What is needed: Which lines belong in your copy? Those from the start of the data through the line with "--surface:#0c316a; --page:#153970; --text:#f1f3f6;", exactly as written, without any pictures.

Stored data:

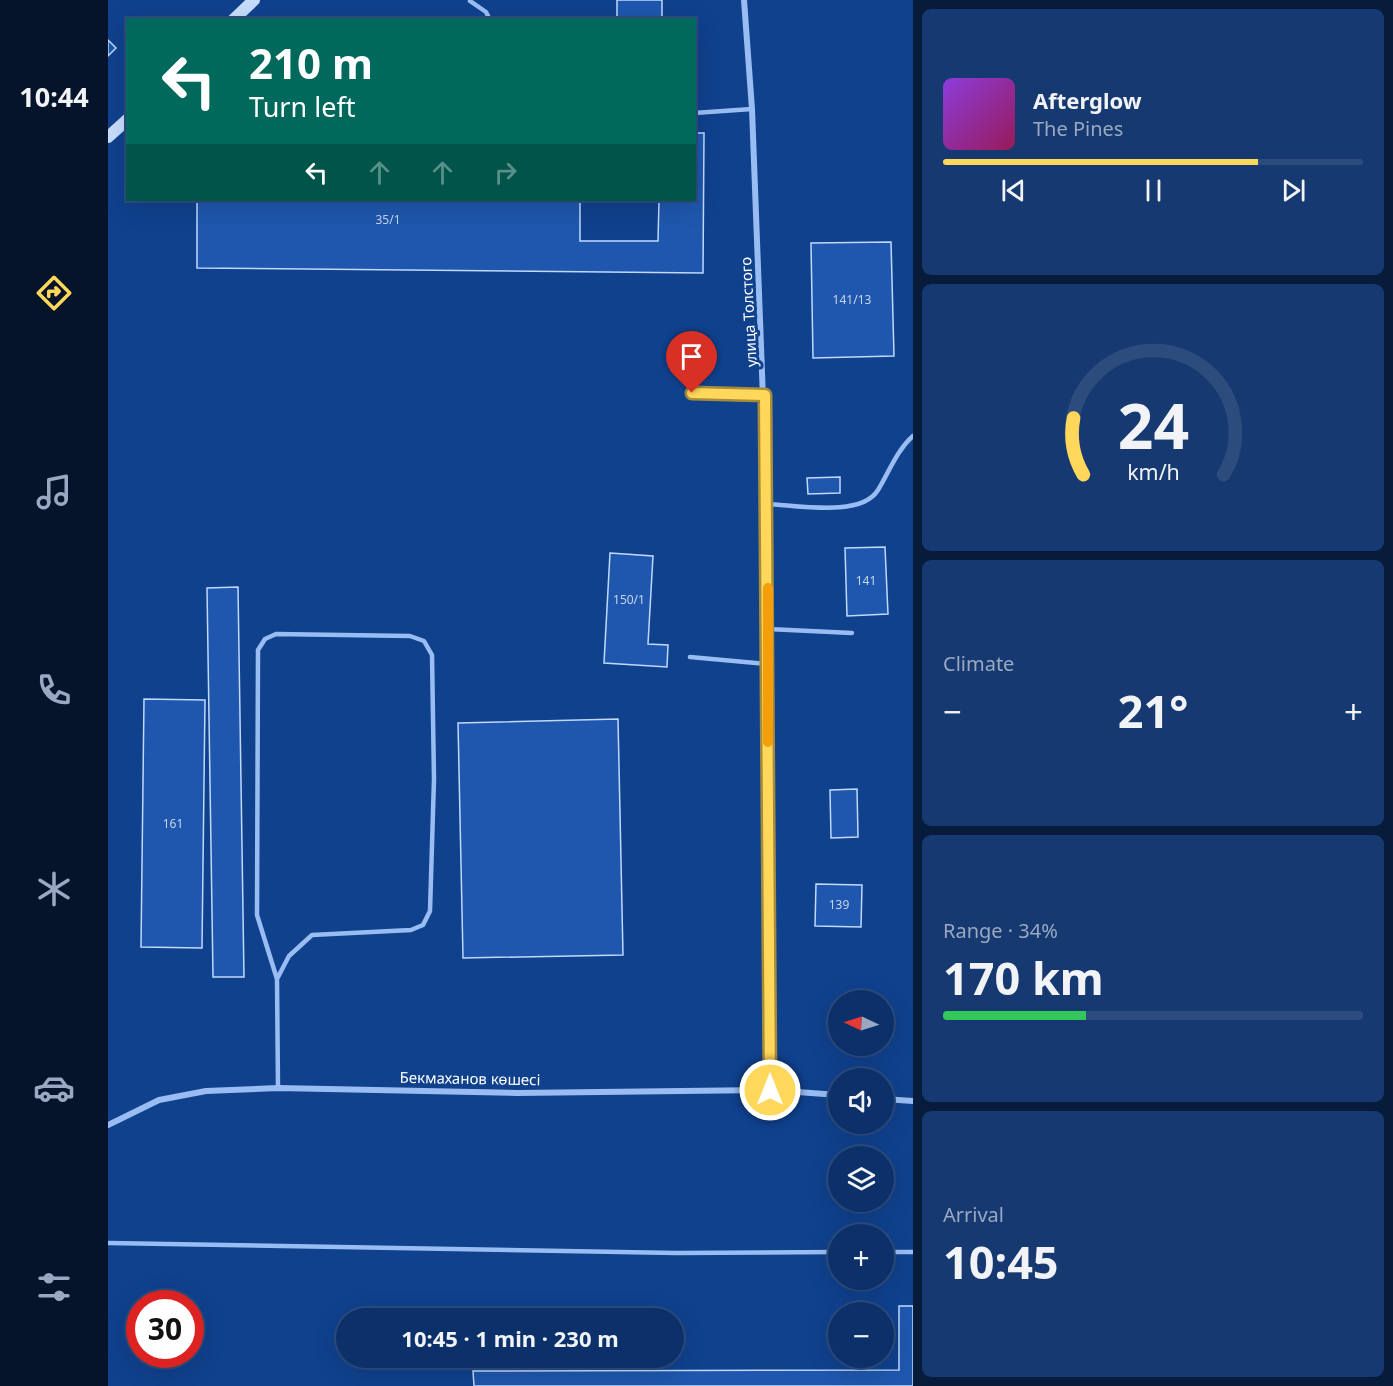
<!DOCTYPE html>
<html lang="en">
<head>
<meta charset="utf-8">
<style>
	:root { --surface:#0c316a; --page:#153970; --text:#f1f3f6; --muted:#9aa9c1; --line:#2c4c7e; --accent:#ffd75a }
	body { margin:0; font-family:"Noto Sans",sans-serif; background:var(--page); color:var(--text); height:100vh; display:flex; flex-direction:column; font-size:22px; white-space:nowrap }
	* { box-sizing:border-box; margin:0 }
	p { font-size:20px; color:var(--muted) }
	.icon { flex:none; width:33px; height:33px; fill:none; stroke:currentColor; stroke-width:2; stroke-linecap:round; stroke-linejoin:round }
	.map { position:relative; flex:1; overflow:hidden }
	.side { display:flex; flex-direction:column; gap:9px; padding:9px; background:#071b3a; width:480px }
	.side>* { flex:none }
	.top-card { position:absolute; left:18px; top:18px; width:570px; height:183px; border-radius:0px; box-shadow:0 6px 24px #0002,0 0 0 2px var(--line); background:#00695c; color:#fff; overflow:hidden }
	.needle { width:39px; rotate:274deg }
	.controls { position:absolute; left:720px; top:990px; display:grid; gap:12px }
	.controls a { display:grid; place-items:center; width:66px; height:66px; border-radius:50%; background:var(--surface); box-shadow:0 6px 24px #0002,0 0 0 2px var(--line); font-size:30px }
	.speed { position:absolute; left:18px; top:1290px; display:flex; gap:12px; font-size:30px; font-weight:700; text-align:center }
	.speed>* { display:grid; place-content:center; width:78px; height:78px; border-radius:50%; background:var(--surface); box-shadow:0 6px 24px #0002,0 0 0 2px var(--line); line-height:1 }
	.speed .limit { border:9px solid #d22; background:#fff; color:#111 }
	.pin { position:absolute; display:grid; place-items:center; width:51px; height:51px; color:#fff; margin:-62px -26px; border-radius:50% 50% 50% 0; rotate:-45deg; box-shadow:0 0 6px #0007 }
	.pin .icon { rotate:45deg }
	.me { position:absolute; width:66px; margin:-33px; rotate:0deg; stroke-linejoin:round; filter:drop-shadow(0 0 4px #0008) }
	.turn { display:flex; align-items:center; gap:21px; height:126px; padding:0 24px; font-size:27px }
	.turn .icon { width:78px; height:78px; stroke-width:2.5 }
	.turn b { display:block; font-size:42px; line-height:51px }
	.lanes { display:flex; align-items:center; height:57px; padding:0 24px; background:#0003; justify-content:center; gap:30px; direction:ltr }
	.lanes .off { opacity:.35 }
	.big { font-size:45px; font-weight:700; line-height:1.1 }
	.side .widget { flex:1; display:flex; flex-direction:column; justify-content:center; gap:9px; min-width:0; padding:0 21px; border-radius:9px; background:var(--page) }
	.side .dial { align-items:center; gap:0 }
	.dial svg { height:156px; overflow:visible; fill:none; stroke:var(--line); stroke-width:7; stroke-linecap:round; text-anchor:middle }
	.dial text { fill:var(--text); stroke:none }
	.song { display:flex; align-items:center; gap:18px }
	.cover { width:72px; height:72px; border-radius:9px; background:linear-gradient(135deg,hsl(270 70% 55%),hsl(330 70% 35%)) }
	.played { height:6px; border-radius:3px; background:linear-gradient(90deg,var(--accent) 75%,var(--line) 75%) }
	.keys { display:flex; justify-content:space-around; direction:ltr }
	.heat { display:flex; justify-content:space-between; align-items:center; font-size:33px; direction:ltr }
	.charge { height:9px; border-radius:4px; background:linear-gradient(90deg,#34c759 34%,var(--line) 0) }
	.trip { position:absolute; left:228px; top:1308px; width:348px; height:60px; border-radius:30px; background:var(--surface); box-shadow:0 6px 24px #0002,0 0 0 2px var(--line); font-weight:700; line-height:60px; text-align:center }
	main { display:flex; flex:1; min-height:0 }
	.dock { display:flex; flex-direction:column; width:108px; justify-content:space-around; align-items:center; background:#05142a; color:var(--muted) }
	.dock .icon { width:42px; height:42px }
	.dock .on { color:var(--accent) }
	.dock b { font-size:27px; color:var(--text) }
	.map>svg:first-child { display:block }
	.building { fill:#1e57ad; stroke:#c0d9fd; stroke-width:1.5 }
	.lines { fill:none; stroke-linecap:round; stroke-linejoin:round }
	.lane { stroke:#99bdf2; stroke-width:4.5 }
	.street { stroke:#99bdf2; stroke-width:6 }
	.secondary { stroke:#c7dcfc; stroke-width:12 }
	.route-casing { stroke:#a68c3a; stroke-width:15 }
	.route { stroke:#ffd75a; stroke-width:10 }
	.slow { stroke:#f59e0b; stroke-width:10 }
	.labels { text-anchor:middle; stroke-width:6; stroke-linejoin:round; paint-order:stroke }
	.number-label { font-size:12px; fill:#c7d5ea }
	.street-label { font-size:15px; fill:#fff; stroke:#10418d }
</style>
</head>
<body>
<main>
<nav class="dock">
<b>10:44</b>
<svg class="icon on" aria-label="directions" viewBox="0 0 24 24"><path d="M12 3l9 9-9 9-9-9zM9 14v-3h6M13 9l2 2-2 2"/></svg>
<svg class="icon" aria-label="music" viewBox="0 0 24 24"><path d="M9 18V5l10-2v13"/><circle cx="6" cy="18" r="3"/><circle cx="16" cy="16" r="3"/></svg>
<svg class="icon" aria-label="phone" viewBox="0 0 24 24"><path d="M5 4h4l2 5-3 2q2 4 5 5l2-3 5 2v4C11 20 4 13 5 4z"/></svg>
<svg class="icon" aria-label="climate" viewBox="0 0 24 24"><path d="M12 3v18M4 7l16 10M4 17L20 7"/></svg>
<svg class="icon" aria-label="car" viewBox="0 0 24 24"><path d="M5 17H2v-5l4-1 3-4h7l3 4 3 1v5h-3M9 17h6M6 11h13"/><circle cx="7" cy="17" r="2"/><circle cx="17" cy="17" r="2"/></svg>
<svg class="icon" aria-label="filters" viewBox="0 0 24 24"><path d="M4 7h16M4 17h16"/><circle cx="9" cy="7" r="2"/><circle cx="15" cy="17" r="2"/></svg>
</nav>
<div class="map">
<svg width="805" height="1386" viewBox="0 0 805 1386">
	<rect width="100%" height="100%" fill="#10418d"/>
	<path class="building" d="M509 0H554V20H509Z
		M0 40 8 48 0 56Z
		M586 133H596L595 273 89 268V200H472V241H550L551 200H586Z
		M783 242 786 356 705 358 703 243Z
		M732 477V493L700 494 699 478Z
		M777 547 780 614 739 616 737 548Z
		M502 553 545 556 540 644 560 645 559 667 496 663Z
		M130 587 136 977H105L99 588Z
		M36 699 97 700 94 948 33 947Z
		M510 719 515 955 355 958 350 723Z
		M749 789 750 837 723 838 722 790Z
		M708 884 754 885 753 927 707 926Z
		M791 1306H805V1386H366L365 1371 791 1370Z"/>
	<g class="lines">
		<path class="lane" d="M362 1 378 12 382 20
			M586 113 644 109
			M584 393 657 395
			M659 504C688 505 753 518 770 490 781 472 789 450 805 436
			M660 629 744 633
			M582 657 659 664
			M169 979 181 956 204 935 303 930 315 925 322 911 326 779 324 655 316 641 302 636 168 634 157 639 150 650 149 915 169 979 170 1088
			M0 1243 568 1253 730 1252
			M776 1252H805"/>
		<path class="street" d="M636 0 644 109 659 504 662 1090
			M776 1099 805 1101
			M0 1125 51 1100 98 1091 170 1088 409 1093 662 1090 730 1095"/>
		<path class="secondary" d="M125 20 146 0
			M0 137 20 119"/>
	</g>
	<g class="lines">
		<defs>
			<path id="route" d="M584 393 657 395 662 1090"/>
		</defs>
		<use href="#route" class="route-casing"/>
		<use href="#route" class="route"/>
		<path class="slow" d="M660 588V742"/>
	</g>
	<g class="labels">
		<g class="number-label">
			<text x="280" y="224">35/1</text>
			<text x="744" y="304">141/13</text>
			<text x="758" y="585">141</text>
			<text x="521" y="604">150/1</text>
			<text x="65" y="828">161</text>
			<text x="731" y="909">139</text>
		</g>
		<g class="street-label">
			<text transform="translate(641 312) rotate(-93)" y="5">улица Толстого</text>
			<text transform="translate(362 1079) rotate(1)" y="5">Бекмаханов көшесі</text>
		</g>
	</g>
</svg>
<div class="controls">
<a><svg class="needle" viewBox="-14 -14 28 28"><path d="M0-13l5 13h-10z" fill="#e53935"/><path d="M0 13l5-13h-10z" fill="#9aa9c1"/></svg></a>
<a><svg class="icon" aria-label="sound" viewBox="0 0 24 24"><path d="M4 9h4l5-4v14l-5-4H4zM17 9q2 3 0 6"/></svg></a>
<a><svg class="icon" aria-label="layers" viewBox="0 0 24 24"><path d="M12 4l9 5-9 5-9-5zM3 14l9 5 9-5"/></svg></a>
<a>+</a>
<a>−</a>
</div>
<div class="speed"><div class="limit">30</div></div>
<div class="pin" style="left:584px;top:393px;background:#d93025"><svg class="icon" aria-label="arrive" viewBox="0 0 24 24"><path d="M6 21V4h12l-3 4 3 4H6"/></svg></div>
<svg class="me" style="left:662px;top:1090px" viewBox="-20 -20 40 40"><circle r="17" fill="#ffd75a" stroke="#fff" stroke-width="3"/><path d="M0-11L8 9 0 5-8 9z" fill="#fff"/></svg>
<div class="trip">10:45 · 1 min · 230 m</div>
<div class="top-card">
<div class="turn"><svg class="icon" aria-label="left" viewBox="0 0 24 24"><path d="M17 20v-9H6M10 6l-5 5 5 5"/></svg><div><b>210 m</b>Turn left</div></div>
<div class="lanes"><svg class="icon" aria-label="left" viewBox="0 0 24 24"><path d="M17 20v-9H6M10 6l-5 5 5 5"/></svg><svg class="icon off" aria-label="ahead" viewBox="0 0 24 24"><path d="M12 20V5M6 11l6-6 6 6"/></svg><svg class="icon off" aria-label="ahead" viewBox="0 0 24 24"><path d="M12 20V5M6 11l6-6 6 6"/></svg><svg class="icon off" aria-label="right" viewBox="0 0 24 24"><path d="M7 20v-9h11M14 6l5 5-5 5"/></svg></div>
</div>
</div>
<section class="side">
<div class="widget">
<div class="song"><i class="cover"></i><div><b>Afterglow</b><p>The Pines</p></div></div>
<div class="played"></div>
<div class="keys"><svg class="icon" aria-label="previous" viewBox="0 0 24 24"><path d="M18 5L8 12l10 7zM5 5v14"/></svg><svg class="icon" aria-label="pause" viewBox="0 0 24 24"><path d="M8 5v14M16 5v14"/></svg><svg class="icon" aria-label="next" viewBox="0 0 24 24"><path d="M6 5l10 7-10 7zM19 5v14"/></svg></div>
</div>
<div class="widget dial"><svg viewBox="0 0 100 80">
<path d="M14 69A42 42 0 1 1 86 69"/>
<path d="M14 69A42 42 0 0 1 9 40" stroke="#ffd75a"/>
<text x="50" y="56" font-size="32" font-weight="700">24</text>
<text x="50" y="72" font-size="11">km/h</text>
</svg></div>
<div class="widget"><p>Climate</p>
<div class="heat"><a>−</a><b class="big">21°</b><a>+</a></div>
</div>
<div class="widget"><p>Range · 34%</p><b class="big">170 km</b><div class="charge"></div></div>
<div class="widget"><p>Arrival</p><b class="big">10:45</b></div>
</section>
</main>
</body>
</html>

Solution:
<!DOCTYPE html>
<html lang="en">
<head>
<meta charset="utf-8">
<style>
	:root { --surface:#0c316a; --page:#153970; --text:#f1f3f6; --muted:#9aa9c1; --line:#2c4c7e; --accent:#ffd75a }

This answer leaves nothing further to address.